**TASK TO CARRY OUT:**
Note each line in the data holding the string "compass" and report it.

[Collected data]

════════════════

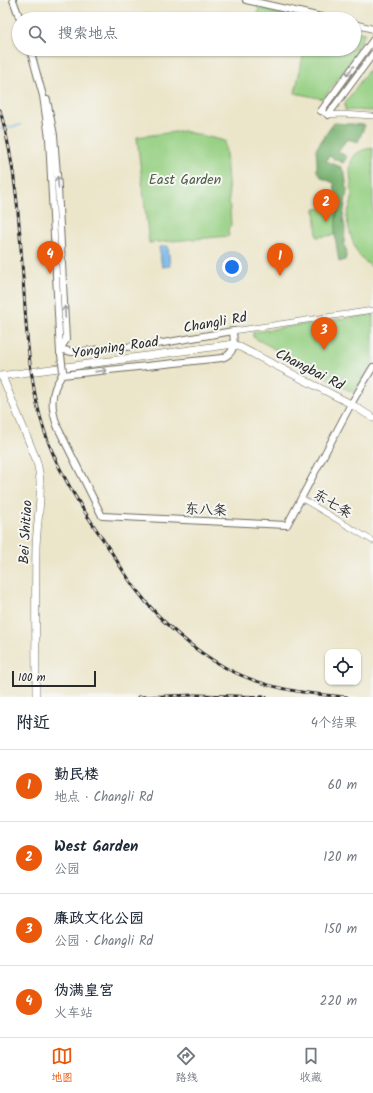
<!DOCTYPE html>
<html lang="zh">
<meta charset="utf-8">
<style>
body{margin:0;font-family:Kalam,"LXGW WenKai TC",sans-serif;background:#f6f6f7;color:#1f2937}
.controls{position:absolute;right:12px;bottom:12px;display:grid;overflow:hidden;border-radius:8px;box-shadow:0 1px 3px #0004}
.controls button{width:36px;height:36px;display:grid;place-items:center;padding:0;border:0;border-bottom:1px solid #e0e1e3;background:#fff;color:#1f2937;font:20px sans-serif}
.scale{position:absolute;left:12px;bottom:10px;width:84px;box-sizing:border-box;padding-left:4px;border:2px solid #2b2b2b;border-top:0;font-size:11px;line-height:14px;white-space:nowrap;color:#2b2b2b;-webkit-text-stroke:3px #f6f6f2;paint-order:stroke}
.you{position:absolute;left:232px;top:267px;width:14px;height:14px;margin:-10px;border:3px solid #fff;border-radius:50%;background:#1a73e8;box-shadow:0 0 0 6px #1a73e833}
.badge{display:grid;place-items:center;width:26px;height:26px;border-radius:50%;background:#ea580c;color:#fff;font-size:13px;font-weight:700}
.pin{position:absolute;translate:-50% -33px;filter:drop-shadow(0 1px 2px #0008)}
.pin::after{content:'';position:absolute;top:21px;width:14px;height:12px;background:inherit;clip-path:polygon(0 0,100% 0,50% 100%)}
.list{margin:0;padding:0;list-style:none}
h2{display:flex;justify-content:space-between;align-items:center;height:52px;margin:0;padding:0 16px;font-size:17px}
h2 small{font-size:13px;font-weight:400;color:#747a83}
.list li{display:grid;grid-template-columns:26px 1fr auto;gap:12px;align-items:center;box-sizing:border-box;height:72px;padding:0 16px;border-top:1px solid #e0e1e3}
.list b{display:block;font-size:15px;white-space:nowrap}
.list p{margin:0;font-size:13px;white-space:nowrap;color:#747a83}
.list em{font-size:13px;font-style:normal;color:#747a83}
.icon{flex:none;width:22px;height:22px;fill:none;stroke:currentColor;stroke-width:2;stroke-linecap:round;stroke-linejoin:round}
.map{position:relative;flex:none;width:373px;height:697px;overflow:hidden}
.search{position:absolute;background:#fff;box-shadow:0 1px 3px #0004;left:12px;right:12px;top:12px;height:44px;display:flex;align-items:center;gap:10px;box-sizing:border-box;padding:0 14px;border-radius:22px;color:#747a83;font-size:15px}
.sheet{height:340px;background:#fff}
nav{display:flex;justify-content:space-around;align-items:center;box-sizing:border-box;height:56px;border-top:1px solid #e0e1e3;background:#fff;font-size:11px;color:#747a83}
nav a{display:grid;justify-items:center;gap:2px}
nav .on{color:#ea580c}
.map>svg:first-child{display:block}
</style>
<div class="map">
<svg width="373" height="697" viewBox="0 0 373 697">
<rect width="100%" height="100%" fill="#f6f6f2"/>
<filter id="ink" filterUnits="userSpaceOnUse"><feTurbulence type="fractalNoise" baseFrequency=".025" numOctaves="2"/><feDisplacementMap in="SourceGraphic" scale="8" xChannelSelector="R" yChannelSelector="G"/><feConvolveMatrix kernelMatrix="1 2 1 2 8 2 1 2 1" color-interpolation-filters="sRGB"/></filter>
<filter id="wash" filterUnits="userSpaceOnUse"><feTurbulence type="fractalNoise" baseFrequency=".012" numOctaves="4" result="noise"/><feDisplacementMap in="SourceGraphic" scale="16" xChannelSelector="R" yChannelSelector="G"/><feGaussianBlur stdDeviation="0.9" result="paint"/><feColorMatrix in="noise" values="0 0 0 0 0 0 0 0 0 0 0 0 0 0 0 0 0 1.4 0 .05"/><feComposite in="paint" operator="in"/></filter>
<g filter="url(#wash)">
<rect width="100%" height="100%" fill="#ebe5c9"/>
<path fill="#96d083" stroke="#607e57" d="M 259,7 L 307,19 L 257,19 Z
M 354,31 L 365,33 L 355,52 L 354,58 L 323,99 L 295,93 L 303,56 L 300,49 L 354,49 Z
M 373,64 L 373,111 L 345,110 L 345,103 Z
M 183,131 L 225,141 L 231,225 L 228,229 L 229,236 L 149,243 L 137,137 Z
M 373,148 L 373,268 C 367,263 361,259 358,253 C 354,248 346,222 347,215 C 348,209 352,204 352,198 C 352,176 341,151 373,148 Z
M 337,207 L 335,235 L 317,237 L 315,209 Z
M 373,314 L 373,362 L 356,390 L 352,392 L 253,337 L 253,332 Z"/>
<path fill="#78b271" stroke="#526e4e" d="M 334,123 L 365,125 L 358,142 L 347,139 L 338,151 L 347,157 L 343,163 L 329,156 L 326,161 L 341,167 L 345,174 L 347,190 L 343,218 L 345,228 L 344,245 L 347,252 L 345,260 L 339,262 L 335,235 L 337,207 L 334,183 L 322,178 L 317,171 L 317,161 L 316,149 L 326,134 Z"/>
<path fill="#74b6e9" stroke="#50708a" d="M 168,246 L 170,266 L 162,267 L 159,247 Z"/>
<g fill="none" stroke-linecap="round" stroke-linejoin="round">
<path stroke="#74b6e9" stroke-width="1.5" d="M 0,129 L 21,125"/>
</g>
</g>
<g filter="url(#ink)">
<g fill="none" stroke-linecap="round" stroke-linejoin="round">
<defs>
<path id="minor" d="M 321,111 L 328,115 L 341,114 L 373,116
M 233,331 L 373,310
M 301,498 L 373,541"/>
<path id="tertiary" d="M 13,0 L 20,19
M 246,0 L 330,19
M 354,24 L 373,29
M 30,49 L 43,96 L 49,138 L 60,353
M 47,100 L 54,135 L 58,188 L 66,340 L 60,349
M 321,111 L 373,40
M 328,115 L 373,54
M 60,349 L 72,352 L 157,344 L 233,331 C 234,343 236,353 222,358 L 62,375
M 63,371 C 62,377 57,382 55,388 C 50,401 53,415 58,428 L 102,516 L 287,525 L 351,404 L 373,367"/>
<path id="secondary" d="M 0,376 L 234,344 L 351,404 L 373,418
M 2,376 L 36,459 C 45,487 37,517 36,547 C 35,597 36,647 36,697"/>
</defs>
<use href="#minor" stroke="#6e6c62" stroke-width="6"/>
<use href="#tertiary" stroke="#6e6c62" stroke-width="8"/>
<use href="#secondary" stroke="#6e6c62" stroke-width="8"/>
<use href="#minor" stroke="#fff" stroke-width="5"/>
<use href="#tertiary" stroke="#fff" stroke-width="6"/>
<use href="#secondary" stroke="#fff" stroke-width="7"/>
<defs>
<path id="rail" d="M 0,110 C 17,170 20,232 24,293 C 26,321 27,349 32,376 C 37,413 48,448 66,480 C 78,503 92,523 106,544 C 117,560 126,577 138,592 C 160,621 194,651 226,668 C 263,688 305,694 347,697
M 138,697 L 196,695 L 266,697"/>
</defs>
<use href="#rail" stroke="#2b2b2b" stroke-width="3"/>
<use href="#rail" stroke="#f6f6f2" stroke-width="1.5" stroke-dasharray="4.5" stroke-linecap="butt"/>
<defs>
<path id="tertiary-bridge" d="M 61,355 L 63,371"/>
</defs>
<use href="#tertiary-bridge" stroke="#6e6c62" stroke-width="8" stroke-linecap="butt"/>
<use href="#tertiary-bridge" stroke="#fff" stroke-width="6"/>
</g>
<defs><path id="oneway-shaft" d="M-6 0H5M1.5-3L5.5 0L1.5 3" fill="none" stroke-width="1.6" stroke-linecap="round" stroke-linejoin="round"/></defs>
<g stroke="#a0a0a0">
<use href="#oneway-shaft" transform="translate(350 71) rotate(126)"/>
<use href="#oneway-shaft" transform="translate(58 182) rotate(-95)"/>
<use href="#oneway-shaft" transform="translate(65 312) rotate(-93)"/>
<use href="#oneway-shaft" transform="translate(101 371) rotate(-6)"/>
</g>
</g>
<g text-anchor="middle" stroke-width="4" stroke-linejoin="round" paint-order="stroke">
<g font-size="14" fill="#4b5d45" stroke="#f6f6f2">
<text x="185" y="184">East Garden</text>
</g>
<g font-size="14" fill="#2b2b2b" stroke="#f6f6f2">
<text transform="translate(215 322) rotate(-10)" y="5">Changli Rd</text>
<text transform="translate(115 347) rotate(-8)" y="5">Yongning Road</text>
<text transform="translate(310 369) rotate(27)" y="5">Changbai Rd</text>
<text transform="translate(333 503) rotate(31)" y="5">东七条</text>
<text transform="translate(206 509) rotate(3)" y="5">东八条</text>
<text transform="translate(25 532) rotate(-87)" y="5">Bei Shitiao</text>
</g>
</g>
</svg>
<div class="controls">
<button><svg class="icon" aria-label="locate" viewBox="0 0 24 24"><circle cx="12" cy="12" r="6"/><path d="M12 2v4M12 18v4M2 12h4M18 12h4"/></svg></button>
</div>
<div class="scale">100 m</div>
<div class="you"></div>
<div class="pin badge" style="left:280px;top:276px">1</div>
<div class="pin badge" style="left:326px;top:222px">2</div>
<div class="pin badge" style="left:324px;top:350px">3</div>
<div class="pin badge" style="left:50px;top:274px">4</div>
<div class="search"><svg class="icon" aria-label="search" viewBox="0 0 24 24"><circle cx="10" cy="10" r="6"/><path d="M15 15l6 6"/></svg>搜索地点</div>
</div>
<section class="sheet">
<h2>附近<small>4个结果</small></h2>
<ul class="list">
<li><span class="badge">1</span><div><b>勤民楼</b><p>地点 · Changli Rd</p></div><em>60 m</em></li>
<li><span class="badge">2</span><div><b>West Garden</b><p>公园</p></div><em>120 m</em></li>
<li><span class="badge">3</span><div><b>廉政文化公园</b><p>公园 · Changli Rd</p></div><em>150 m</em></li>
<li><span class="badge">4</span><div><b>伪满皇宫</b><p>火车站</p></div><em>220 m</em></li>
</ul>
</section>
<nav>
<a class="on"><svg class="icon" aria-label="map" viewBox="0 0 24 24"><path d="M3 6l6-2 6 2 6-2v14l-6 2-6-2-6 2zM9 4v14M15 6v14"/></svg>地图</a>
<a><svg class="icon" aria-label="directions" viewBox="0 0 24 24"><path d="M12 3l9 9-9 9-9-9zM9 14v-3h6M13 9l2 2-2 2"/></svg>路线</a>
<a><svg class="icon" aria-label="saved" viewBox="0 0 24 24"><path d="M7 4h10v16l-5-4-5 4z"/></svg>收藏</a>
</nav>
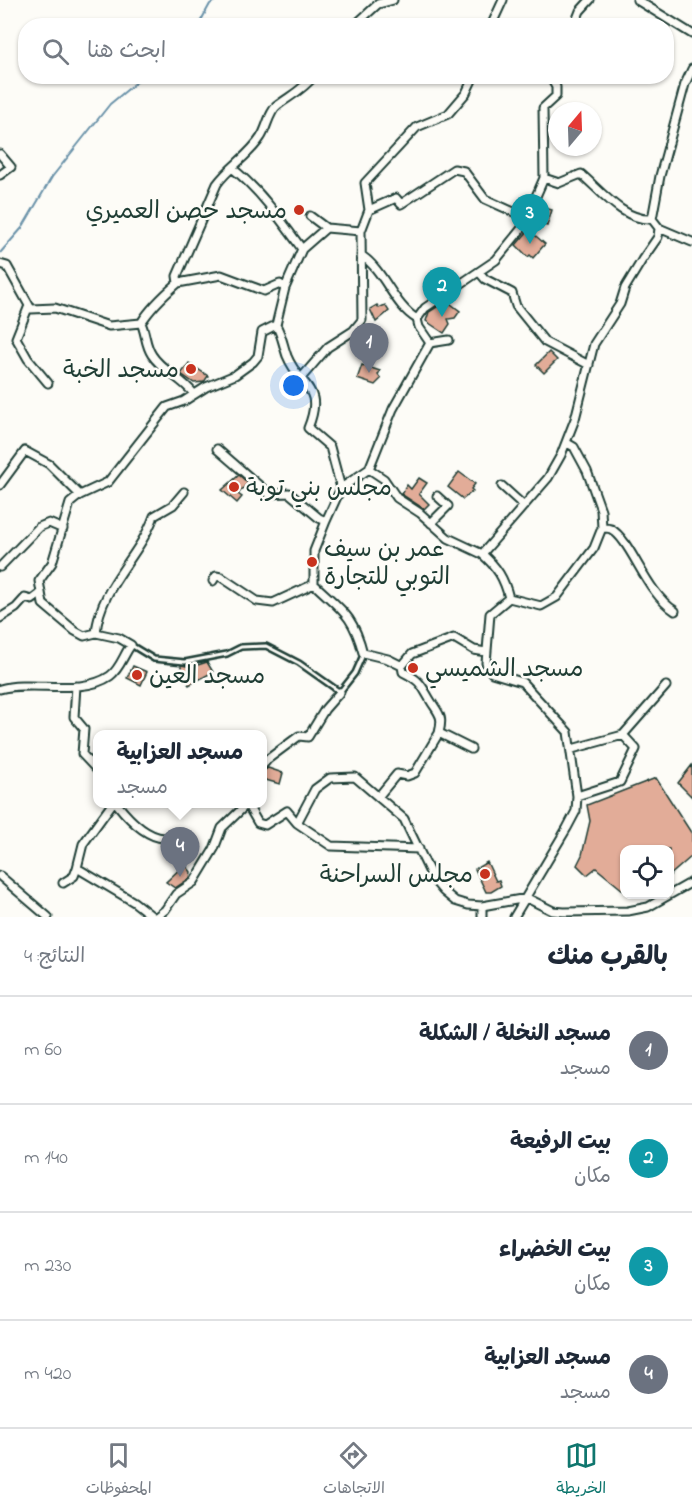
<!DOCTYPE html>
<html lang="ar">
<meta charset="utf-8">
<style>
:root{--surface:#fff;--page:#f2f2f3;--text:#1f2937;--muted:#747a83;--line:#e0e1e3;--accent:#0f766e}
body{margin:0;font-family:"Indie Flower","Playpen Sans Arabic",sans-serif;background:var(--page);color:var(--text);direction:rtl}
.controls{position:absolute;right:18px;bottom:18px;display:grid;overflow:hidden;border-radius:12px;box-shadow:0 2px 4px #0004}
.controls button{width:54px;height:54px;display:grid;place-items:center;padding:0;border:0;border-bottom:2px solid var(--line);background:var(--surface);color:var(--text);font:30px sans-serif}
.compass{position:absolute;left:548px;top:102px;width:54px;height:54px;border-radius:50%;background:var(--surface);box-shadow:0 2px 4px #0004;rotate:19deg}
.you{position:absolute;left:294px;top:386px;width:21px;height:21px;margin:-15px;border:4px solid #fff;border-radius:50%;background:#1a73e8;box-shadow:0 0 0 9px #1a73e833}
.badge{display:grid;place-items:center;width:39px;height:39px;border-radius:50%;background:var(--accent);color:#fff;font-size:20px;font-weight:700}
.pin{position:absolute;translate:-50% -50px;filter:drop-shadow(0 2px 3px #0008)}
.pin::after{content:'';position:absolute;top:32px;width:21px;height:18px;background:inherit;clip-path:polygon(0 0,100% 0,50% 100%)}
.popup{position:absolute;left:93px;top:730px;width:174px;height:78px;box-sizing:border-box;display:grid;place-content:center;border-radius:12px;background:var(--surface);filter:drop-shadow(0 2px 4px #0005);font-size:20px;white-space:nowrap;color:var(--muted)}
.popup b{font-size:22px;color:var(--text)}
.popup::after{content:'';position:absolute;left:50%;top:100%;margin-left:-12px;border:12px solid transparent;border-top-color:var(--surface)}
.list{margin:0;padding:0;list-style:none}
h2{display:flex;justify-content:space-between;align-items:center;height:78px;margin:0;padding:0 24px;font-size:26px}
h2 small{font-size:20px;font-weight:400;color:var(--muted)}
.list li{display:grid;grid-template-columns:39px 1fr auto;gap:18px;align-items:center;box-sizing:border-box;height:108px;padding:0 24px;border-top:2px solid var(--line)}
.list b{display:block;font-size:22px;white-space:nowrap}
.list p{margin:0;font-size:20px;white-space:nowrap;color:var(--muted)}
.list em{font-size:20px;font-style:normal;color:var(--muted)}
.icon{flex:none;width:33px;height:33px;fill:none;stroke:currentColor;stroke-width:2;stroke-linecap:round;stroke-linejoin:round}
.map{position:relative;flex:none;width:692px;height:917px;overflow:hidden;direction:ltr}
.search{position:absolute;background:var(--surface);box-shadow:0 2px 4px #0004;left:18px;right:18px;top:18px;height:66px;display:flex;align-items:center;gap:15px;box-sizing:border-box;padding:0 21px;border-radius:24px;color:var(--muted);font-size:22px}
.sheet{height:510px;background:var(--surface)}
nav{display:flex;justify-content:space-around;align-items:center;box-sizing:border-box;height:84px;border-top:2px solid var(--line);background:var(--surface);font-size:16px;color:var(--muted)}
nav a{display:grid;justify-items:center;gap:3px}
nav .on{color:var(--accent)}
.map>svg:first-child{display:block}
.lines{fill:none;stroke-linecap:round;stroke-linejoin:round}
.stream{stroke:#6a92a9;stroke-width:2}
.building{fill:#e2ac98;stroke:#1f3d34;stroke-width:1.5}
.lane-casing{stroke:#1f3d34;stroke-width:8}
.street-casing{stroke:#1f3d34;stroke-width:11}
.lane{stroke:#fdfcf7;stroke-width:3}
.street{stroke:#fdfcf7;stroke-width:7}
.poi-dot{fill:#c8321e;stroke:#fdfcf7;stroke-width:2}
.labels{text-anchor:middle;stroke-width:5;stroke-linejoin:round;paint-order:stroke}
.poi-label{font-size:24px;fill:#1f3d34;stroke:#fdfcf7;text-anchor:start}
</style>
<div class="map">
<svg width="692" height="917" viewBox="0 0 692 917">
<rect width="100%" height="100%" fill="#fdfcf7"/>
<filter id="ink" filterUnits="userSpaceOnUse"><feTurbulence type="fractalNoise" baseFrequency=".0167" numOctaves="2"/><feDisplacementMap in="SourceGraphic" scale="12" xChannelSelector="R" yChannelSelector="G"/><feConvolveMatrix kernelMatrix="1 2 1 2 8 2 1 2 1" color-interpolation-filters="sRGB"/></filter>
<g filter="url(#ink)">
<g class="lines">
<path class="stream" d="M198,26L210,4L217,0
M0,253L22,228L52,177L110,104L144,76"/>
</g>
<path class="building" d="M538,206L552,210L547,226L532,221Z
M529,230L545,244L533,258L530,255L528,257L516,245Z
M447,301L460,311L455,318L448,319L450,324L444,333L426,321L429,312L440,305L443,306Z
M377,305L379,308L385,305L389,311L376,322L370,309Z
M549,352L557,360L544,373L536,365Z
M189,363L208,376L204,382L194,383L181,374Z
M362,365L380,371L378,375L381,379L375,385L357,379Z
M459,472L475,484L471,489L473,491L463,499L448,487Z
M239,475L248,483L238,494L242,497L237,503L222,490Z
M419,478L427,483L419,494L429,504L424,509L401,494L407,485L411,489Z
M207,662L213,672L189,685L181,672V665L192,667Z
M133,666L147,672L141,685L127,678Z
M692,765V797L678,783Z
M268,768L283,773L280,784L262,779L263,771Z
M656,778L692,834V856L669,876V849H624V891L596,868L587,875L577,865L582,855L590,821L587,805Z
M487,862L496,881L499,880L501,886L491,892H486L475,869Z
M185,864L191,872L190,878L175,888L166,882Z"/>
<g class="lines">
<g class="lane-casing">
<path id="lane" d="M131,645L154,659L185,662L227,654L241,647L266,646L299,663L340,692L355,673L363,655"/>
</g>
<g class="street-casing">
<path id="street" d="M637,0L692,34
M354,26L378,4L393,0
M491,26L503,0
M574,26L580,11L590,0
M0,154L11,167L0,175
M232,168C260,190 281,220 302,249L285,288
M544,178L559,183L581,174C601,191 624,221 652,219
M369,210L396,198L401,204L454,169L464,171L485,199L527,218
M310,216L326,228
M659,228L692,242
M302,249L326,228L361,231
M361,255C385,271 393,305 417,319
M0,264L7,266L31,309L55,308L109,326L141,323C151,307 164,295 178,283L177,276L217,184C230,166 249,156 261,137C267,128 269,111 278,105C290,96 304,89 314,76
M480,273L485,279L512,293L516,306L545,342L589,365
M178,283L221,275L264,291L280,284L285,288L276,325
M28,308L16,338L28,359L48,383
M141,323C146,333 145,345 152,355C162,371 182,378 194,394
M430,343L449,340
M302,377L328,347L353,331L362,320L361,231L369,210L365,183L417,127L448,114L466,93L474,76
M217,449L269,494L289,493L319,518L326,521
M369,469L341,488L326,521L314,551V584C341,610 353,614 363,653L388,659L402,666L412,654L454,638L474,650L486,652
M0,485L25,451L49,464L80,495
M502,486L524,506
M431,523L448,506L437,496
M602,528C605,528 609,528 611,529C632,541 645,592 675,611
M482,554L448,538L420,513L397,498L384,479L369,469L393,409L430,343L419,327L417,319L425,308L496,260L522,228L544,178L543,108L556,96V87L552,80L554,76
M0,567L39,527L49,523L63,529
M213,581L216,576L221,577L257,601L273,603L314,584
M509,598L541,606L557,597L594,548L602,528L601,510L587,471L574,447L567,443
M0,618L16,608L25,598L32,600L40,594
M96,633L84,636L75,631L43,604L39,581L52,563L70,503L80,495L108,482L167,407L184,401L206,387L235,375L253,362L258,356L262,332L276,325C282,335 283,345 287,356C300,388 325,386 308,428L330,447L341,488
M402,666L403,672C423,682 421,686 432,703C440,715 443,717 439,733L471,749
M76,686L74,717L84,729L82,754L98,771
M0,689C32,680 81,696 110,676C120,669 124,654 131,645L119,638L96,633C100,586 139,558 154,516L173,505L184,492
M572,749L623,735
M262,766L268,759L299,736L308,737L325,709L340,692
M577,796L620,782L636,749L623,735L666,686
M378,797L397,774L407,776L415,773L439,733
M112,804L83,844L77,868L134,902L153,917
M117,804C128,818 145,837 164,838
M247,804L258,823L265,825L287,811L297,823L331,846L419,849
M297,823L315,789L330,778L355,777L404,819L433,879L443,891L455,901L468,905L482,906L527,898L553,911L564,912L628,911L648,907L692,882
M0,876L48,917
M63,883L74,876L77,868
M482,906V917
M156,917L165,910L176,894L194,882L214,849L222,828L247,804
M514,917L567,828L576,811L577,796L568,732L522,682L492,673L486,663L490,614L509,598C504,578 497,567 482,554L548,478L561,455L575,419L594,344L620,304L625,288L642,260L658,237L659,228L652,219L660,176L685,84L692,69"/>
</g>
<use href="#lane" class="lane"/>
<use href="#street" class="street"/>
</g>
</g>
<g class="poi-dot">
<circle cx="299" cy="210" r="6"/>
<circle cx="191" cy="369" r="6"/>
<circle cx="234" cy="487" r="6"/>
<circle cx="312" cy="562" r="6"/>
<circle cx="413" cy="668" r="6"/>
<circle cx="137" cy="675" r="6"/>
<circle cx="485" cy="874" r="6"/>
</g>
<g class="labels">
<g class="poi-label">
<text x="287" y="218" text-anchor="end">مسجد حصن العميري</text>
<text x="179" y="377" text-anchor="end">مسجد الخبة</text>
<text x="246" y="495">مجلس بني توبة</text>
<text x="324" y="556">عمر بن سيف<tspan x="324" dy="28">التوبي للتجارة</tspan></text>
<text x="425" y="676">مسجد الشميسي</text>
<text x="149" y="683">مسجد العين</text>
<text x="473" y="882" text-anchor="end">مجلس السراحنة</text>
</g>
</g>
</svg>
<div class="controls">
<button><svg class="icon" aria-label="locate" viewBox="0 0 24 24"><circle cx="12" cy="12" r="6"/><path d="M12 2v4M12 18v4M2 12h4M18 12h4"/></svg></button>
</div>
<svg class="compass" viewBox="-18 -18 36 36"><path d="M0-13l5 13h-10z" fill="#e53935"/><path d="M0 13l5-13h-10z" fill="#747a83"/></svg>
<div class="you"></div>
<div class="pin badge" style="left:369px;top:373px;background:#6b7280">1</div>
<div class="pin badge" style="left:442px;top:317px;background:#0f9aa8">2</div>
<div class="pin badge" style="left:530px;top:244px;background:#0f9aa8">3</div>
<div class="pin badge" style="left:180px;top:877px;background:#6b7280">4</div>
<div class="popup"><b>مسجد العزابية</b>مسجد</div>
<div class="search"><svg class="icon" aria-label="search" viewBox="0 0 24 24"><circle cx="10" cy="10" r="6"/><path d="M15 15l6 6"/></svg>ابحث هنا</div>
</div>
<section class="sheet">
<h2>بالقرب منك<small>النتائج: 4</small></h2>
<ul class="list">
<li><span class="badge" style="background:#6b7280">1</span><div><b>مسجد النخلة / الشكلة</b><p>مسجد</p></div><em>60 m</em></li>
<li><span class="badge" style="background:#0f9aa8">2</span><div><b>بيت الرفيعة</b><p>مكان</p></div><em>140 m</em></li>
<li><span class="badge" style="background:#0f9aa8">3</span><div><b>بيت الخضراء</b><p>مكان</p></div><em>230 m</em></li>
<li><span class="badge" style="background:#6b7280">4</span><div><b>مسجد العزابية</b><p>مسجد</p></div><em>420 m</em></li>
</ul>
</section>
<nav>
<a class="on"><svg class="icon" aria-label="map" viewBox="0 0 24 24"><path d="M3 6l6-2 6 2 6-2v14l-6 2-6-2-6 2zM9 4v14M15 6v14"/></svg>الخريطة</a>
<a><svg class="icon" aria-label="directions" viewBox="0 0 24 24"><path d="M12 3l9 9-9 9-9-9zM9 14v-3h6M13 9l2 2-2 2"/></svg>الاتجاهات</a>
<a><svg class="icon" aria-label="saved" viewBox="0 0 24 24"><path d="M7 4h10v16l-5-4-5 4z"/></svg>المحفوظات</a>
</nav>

════════════════

**RESULT FOR THIS EXERCISE:**
.compass{position:absolute;left:548px;top:102px;width:54px;height:54px;border-radius:50%;background:var(--surface);box-shadow:0 2px 4px #0004;rotate:19deg}
<svg class="compass" viewBox="-18 -18 36 36"><path d="M0-13l5 13h-10z" fill="#e53935"/><path d="M0 13l5-13h-10z" fill="#747a83"/></svg>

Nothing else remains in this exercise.